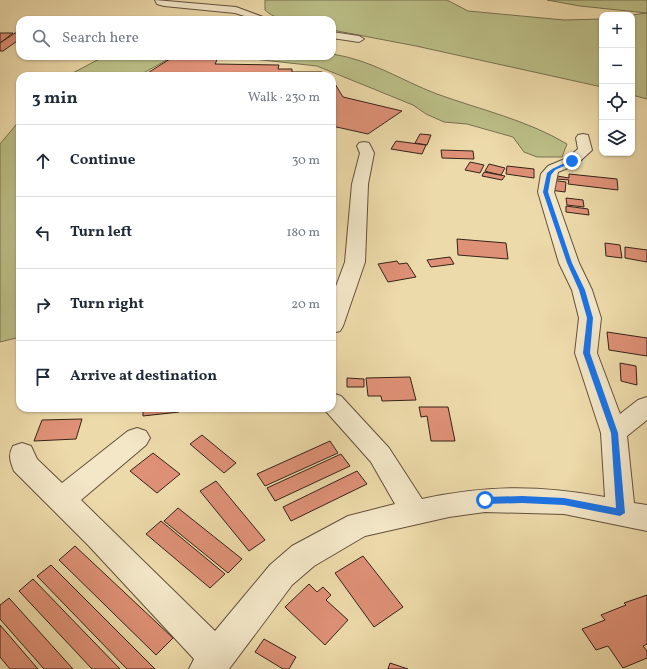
<!DOCTYPE html>
<meta charset="utf-8">
<style>
body{margin:0;font-family:Vollkorn,serif;background:#f6f6f7;color:#1f2937}
.controls{position:absolute;right:12px;top:12px;display:grid;overflow:hidden;border-radius:8px;box-shadow:0 1px 3px #0004}
.controls button{width:36px;height:36px;display:grid;place-items:center;padding:0;border:0;border-bottom:1px solid #e0e1e3;background:#fff;color:#1f2937;font:20px sans-serif}
.stop{position:absolute;width:12px;height:12px;margin:-9px;border:3px solid #1a73e8;border-radius:50%;background:#fff}
.stop.end{background:#1a73e8;border-color:#fff;box-shadow:0 1px 4px #0008}
.list{margin:0;padding:0;list-style:none}
h2{display:flex;justify-content:space-between;align-items:center;height:52px;margin:0;padding:0 16px;font-size:17px}
h2 small{font-size:13px;font-weight:400;color:#747a83}
.list li{display:grid;grid-template-columns:26px 1fr auto;gap:12px;align-items:center;box-sizing:border-box;height:72px;padding:0 16px;border-top:1px solid #e0e1e3}
.list b{display:block;font-size:15px;white-space:nowrap}
.list em{font-size:13px;font-style:normal;color:#747a83}
.icon{flex:none;width:22px;height:22px;fill:none;stroke:currentColor;stroke-width:2;stroke-linecap:round;stroke-linejoin:round}
.map{position:relative;flex:none;width:647px;height:669px;overflow:hidden}
.search{position:absolute;background:#fff;box-shadow:0 1px 3px #0004;left:16px;top:16px;width:320px;height:44px;display:flex;align-items:center;gap:10px;box-sizing:border-box;padding:0 14px;border-radius:12px;color:#747a83;font-size:15px}
.panel{position:absolute;background:#fff;box-shadow:0 1px 3px #0004;left:16px;top:72px;width:320px;height:340px;border-radius:12px}
.map>svg:first-child{display:block}
</style>
<div class="map">
<svg width="647" height="669" viewBox="0 0 647 669">
<rect width="100%" height="100%" fill="#eddaaa"/>
<filter id="stains"><feTurbulence type="fractalNoise" baseFrequency=".005" numOctaves="4"/><feColorMatrix values="0 0 0 0 .2 0 0 0 0 .09 0 0 0 0 .02 0 0 0 .5 -.17"/></filter>
<radialGradient id="worn" r=".72"><stop offset=".6" stop-color="#630" stop-opacity="0"/><stop offset="1" stop-color="#630" stop-opacity=".3"/></radialGradient>
<g fill="#bbbe87" stroke="#78704f">
<path d="M265 0H447L468 11 564 20 602 19V87L416 46 332 30V20C310 20 282 26 265 10Z"/>
<path d="M547 0H647V99L632 95V15L647 13 580 6Z"/>
<path d="M332 54C372 60 400 80 437 94 481 110 527 120 567 144L562 157H537L524 152 513 137 467 124 444 122 426 114 413 105 317 66 226 56H332Z"/>
<path d="M105 56H174L138 76H67Z"/>
<path d="M20 120V337L0 342V144Z"/>
</g>
<g fill="#df9177" stroke="#352217">
<path d="M0 33H13L0 43Z"/>
<path d="M15 33H20V39L3 51H0V43Z"/>
<path d="M173 57 218 58 215 64 279 65 278 69H292V72H322V76H143Z"/>
<path d="M332 79 343 97 402 111 368 134 332 126Z"/>
<path d="M420 134 431 135 427 145 415 143Z"/>
<path d="M396 141 426 145 422 154 391 149Z"/>
<path d="M441 150 473 151 474 159 442 158Z"/>
<path d="M470 162 484 165 480 173 465 170Z"/>
<path d="M489 164 505 168 501 175 488 172 485 171Z"/>
<path d="M507 166 534 169V178L506 174Z"/>
<path d="M484 172 505 176 502 180 482 176Z"/>
<path d="M569 174 617 179 618 190 568 184 569 180 557 179V176L569 178Z"/>
<path d="M551 180 566 182 565 192 550 190Z"/>
<path d="M566 198 583 200 584 207 567 205Z"/>
<path d="M566 206 588 209 589 215 566 212Z"/>
<path d="M457 239 506 243 508 259 458 255Z"/>
<path d="M605 243 620 245 622 258 606 256Z"/>
<path d="M625 247 647 250V262L625 258Z"/>
<path d="M450 257 454 264 431 267 427 260Z"/>
<path d="M397 261 399 264 407 263 416 277 388 282 378 264Z"/>
<path d="M607 332 647 338V356L609 350Z"/>
<path d="M620 363 636 366 637 385 621 381Z"/>
<path d="M410 377 416 400 382 401 381 396H368L366 378Z"/>
<path d="M347 378 364 379V387H347Z"/>
<path d="M419 407H448L455 441H431L427 416 421 417Z"/>
<path d="M143 408H179V412L143 416Z"/>
<path d="M82 419 76 439 34 441 42 420Z"/>
<path d="M202 435 236 463 224 473 190 444Z"/>
<path d="M330 441 338 453 265 486 257 474Z"/>
<path d="M153 453 180 474 157 493 130 471Z"/>
<path d="M341 454 350 466 275 501 267 488Z"/>
<path d="M357 471 367 484 291 521 283 507Z"/>
<path d="M216 481 265 540 249 551 200 491Z"/>
<path d="M178 508 242 559 228 573 164 521Z"/>
<path d="M161 521 225 574 210 588 146 534Z"/>
<path d="M75 546 173 638 156 655 59 560Z"/>
<path d="M363 556 403 607 374 627 335 573Z"/>
<path d="M51 565 155 669H127L37 576Z"/>
<path d="M33 579 120 669H92L19 591Z"/>
<path d="M309 584 317 592 323 587 331 595 326 600 348 620 325 645 285 607Z"/>
<path d="M647 595V644L643 646 647 651V658L623 668 608 646 596 650 582 629 605 620 601 615 626 605 624 603Z"/>
<path d="M9 598 73 669H44L0 619V605Z"/>
<path d="M0 625 38 669H10L0 657Z"/>
<path d="M264 639 296 657 289 669H283L255 652Z"/>
<path d="M390 663 408 669H388Z"/>
</g>
<g fill="none" stroke-linecap="round" stroke-linejoin="round">
<g stroke="#63503c" stroke-width="2">
<g id="minor">
<path d="M155 0 236 7 271 20H257L235 13 164 6 157 4Z"/>
<path d="M332 32 359 36 364 39 359 42 332 38Z"/>
<path d="M583 134 588 135 592 150 577 164 558 172 554 192 579 263 592 290 601 318 597 353 620 414 638 400 647 397V420L627 436 634 503 647 505V531L564 514 485 512 449 517 365 536 314 566 292 585 229 669H189L194 659 88 545 14 471C10 461 8 455 13 446L22 443 31 446 37 459 62 483 128 431 137 428 146 431 150 438 146 445 81 500 215 631 270 565 292 546 348 516 395 504 371 462 323 408H332V393L341 396 389 448 422 499C487 485 539 485 605 497L601 433 575 353 579 318 572 290 559 263 538 192 541 174 548 166 567 158 578 149 576 138 578 135Z"/>
<path d="M364 142 369 143 374 153 368 184 365 262 343 326 340 331 332 333V297L345 262 352 184 360 153 357 146 359 143Z"/>
</g>
</g>
<use href="#minor" fill="#f3e7c8" fill-rule="evenodd"/>
</g>
<path fill="#1a73e8" d="M571 160 575 161 555 170 551 175 548 192 572 263 585 290 593 318 590 353 618 433 625 513 620 516 564 505 522 503 485 504 481 500 485 497 522 496 564 498 616 508 611 433 583 353 587 318 579 290 567 263 543 192 547 173 552 169Z"/>
<rect width="100%" height="100%" filter="url(#stains)"/>
<rect width="100%" height="100%" fill="url(#worn)"/>
</svg>
<div class="controls">
<button>+</button>
<button>−</button>
<button><svg class="icon" aria-label="locate" viewBox="0 0 24 24"><circle cx="12" cy="12" r="6"/><path d="M12 2v4M12 18v4M2 12h4M18 12h4"/></svg></button>
<button><svg class="icon" aria-label="layers" viewBox="0 0 24 24"><path d="M12 4l9 5-9 5-9-5zM3 14l9 5 9-5"/></svg></button>
</div>
<div class="stop" style="left:485px;top:500px"></div>
<div class="stop end" style="left:572px;top:161px"></div>
<div class="search"><svg class="icon" aria-label="search" viewBox="0 0 24 24"><circle cx="10" cy="10" r="6"/><path d="M15 15l6 6"/></svg>Search here</div>
<section class="panel">
<h2>3 min<small>Walk · 230 m</small></h2>
<ul class="list">
<li><svg class="icon" aria-label="ahead" viewBox="0 0 24 24"><path d="M12 20V5M6 11l6-6 6 6"/></svg><div><b>Continue</b></div><em>30 m</em></li>
<li><svg class="icon" aria-label="left" viewBox="0 0 24 24"><path d="M17 20v-9H6M10 6l-5 5 5 5"/></svg><div><b>Turn left</b></div><em>180 m</em></li>
<li><svg class="icon" aria-label="right" viewBox="0 0 24 24"><path d="M7 20v-9h11M14 6l5 5-5 5"/></svg><div><b>Turn right</b></div><em>20 m</em></li>
<li><svg class="icon" aria-label="arrive" viewBox="0 0 24 24"><path d="M6 21V4h12l-3 4 3 4H6"/></svg><div><b>Arrive at destination</b></div></li>
</ul>
</section>
</div>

::::::::

# AIM OF THE TASK:
Show the lines where the word "search" appears in the entries.

# EXPECTED OUTPUT:
.search{position:absolute;background:#fff;box-shadow:0 1px 3px #0004;left:16px;top:16px;width:320px;height:44px;display:flex;align-items:center;gap:10px;box-sizing:border-box;padding:0 14px;border-radius:12px;color:#747a83;font-size:15px}
<div class="search"><svg class="icon" aria-label="search" viewBox="0 0 24 24"><circle cx="10" cy="10" r="6"/><path d="M15 15l6 6"/></svg>Search here</div>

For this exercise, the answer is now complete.